Fish Stripes is bringing you daily articles as part of the All-Time Marlins Countdown leading up to 2021 Opening Day.
Today and every Saturday through the end of the series, I will be a “pinch-hitter” for the Fish Stripes staffers who ordinarily handle these articles. This one is dedicated to only major leaguer ever with the initials Q.V.
19. Quilvio Veras
On November 29, 1994, the Florida Marlins dealt young outfielder Carl Everett to the New York Mets in exchange for second baseman Quilvio Veras. It was the second trade ever consummated between the two franchises (that total is now up to 13).
Veras didn’t have any major league experience at the time, but he had an enticing professional track record. At every minor league level between rookie ball and Double-A, the Dominican switch-hitter posted an on-base percentage of at least .417. Even at Triple-A, he tallied more walks than strikeouts. The Mets encouraged him to run constantly during his development—223 stolen bases on 311 attempts in 491 games for their MiLB affiliates.

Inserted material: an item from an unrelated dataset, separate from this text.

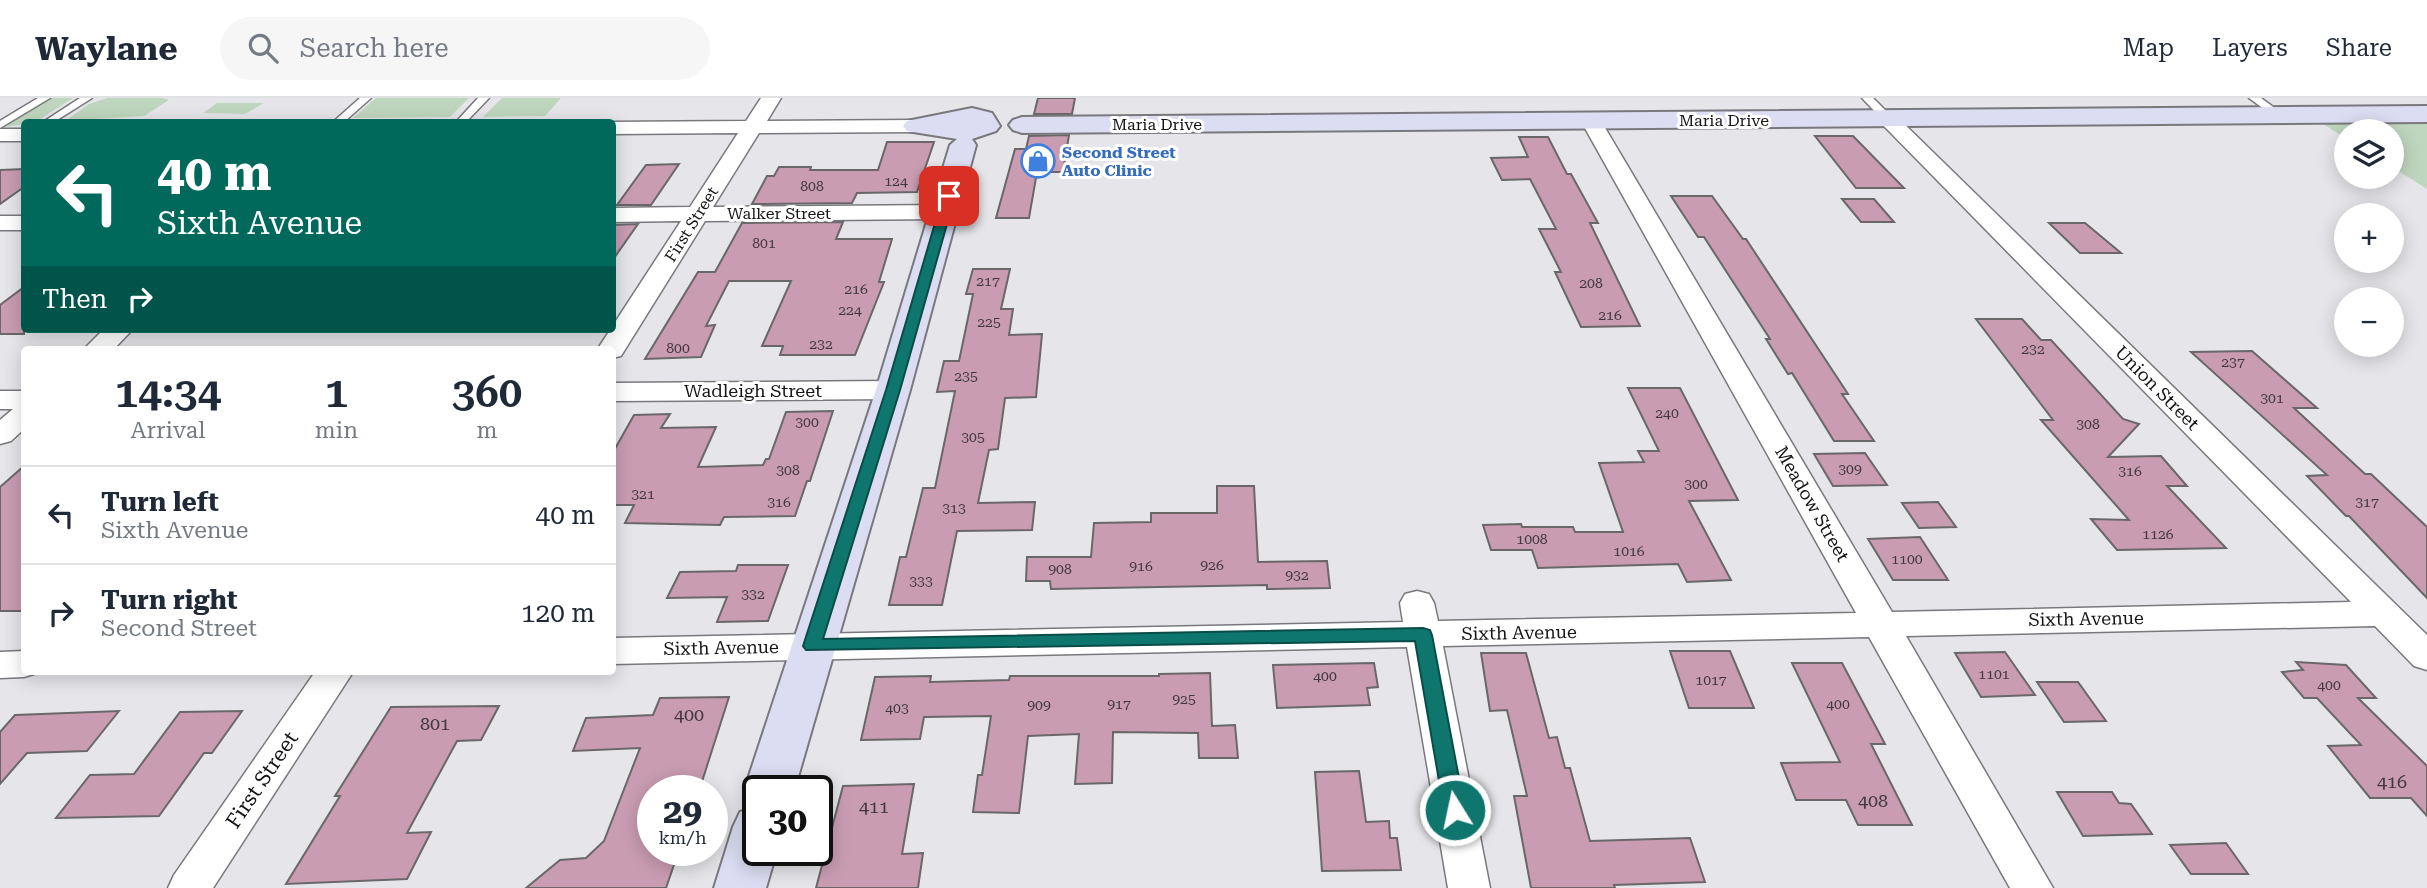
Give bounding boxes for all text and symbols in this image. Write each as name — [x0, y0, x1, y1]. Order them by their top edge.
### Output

While most clubs would’ve already allowed Veras to get his feet wet in The Show by that point, the Mets had Jeff Kent entrenched at second base. They deemed the speedy prospect to be expendable entering his age-24 season. The Fish were quick to clear the runway for him, trading incumbent second baseman Bret Barberie to the Orioles one week after acquiring Veras.
Veras made an immediate impact in Florida. He debuted in the majors on April 25, 1995 as their leadoff hitter, reaching base safely three times. He batted atop the lineup in each of his 111 starts. Facing the toughest competition in the world did not suppress his aggressive nature one bit—he attempted 77 steals, leading all MLB players. Juan Pierre holds the Marlins all-time single-season record in that department (85 attempts in 2003), but only because the ‘95 season schedule was shortened in the aftermath of the league’s infamous work stoppage. The Marlins were limited to 143 games instead of the traditional 162. Veras successfully swiped third base on 14 occasions, a higher total than 15 different teams!
Veras contributed 3.1 fWAR/2.8 rWAR as a Marlins rookie and had more walks (80) and runs scored (86) than any of his teammates. Only Gary Sheffield posted a higher on-base percentage than Veras’ .384. He finished third in the 1995 NL Rookie of the Year voting behind Hideo Nomo and Chipper Jones.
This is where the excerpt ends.